Hay también otro fenómeno que explica por qué estas canciones siguen tan vivas. Muchas encontraron una segunda vida en TikTok, reels, cumpleaños, casamientos, declaraciones de amor y videos familiares. Y ahí existe algo muy potente, miles de personas que quizás jamás se imaginaron formando parte de esta historia hoy son protagonistas de ella. Una pareja que utiliza una canción para contar cómo se conoció, una madre que arma un video para su hija, alguien que vuelve a cantar “Flores amarillas” veinte años después o una adolescente que descubre “Mi vestido azul” sin haber visto siquiera el capítulo donde apareció. Las canciones dejaron de pertenecer solamente a una ficción y pasaron a formar parte de las historias reales de quienes las escuchan.

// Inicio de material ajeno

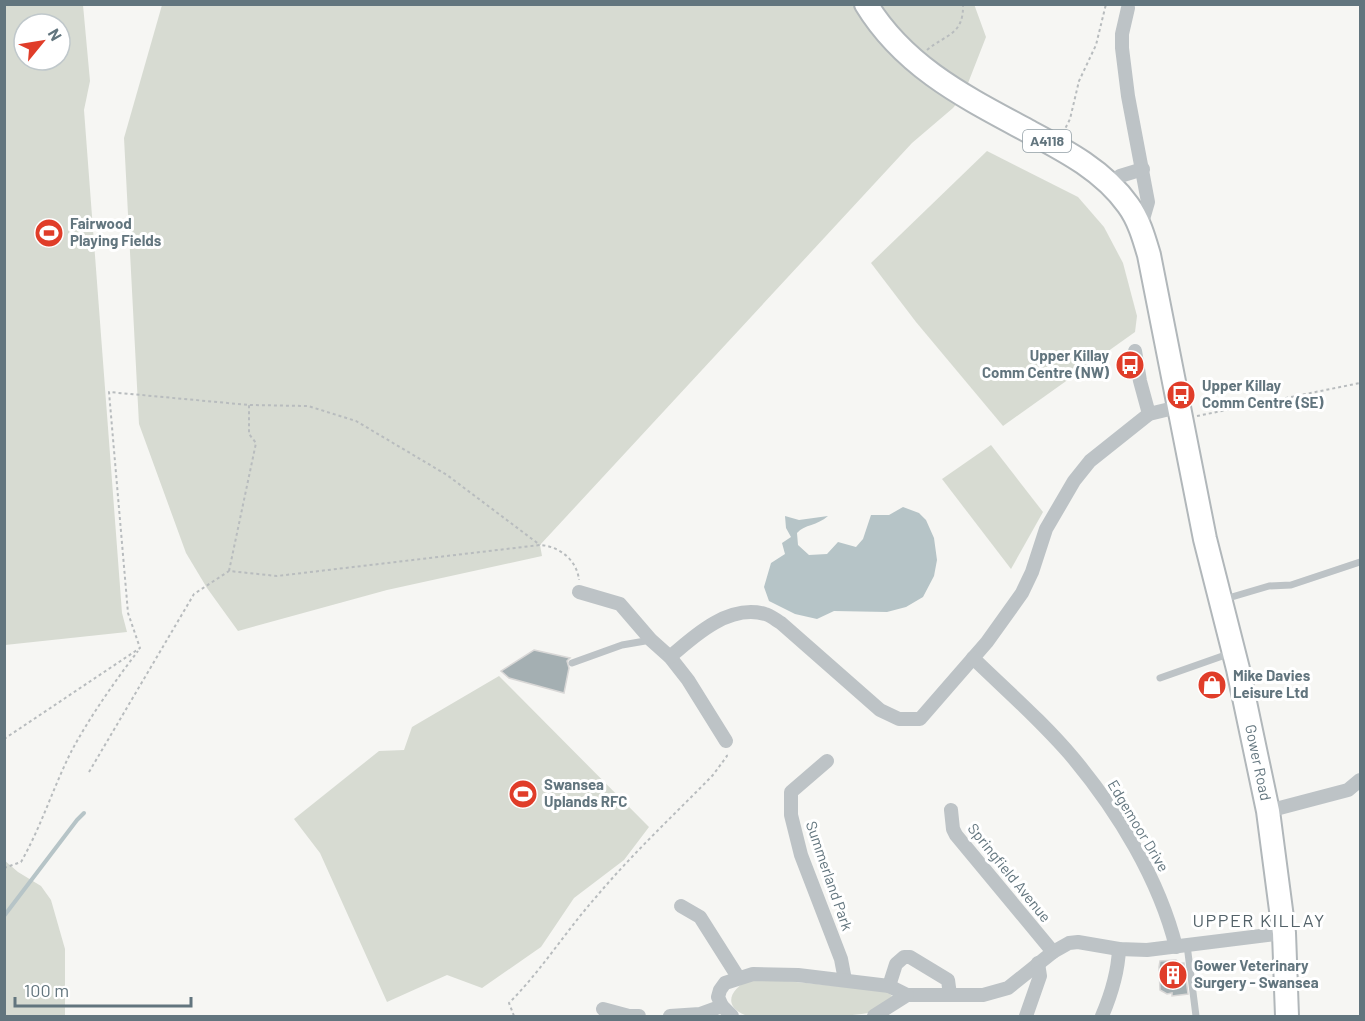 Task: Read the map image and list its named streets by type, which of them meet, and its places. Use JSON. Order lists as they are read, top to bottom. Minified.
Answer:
{"streets":{"main road":["A4118","Gower Road"],"street":["Edgemoor Drive","Springfield Avenue","Summerland Park"]},"crossings":[["A4118","Gower Road"]],"districts":["UPPER KILLAY"],"places":{"sports":["Fairwood Playing Fields","Swansea Uplands RFC"],"bus stop":["Upper Killay Comm Centre (NW)","Upper Killay Comm Centre (SE)"],"shop":["Mike Davies Leisure Ltd"],"building":["Gower Veterinary Surgery - Swansea"]},"scale_bar":"100 m","north":"top right"}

Eso también vuelve especial a Florencia. Sus canciones hablaban y todavía hablan del amor, de las ilusiones, de las decepciones, de empezar de nuevo, de crecer y de encontrar a alguien con quien compartir el camino. Y resulta inevitable vincular esa sensibilidad con su propia historia personal. Desde hace años comparte su vida con Federico Amador, un actor que mantiene además un vínculo muy cercano con Rosario, una ciudad atravesada por su historia familiar. Ese dato, lejos de ser una simple curiosidad, dialoga con la idea de amor que siempre rodeó al universo de Bertotti, historias atravesadas por encuentros, afectos, familia y la búsqueda de un final feliz.
Florencia no reniega de ese pasado ni intenta mirarlo con distancia. Al contrario, lo abraza, lo actualiza y lo convierte en espectáculo. Hay algo genuino en verla cantar estas canciones tantos años después sin ironía, sin necesidad de burlarse de aquella ingenuidad y sin esconder la emoción que todavía provocan. Y eso se transmite.
La emoción fue colectiva. Hubo lágrimas, abrazos y canciones cantadas de principio a fin por un público que encontró en ese repertorio mucho más que recuerdos. Son temas sanos, luminosos, capaces de hablar del amor, la amistad, los miedos y la vida sin cinismo. En tiempos en los que muchas veces parece obligatorio reírse de la ingenuidad, Bertotti hace exactamente lo contrario, la reivindica. Y por unas horas logra que miles vuelvan a conectar con aquellas historias que alguna vez los hicieron soñar.
Florencia Bertotti vuelve a presentarse este domingo 30 de agosto a las 20hs en Metropolitano, en la segunda función anunciada para Rosario. Quienes estuvieron en la primera saben que no se trata solamente de escuchar “Flores amarillas” o “Mi vestido azul” en vivo. Se trata de mirar hacia el costado y descubrir que aquella chica que alguna vez fuimos todavía está ahí y que, aunque hayan pasado veinte años, todavía puede emocionarse con un cuento, un vestido azul y la posibilidad de que algunas historias terminen bien.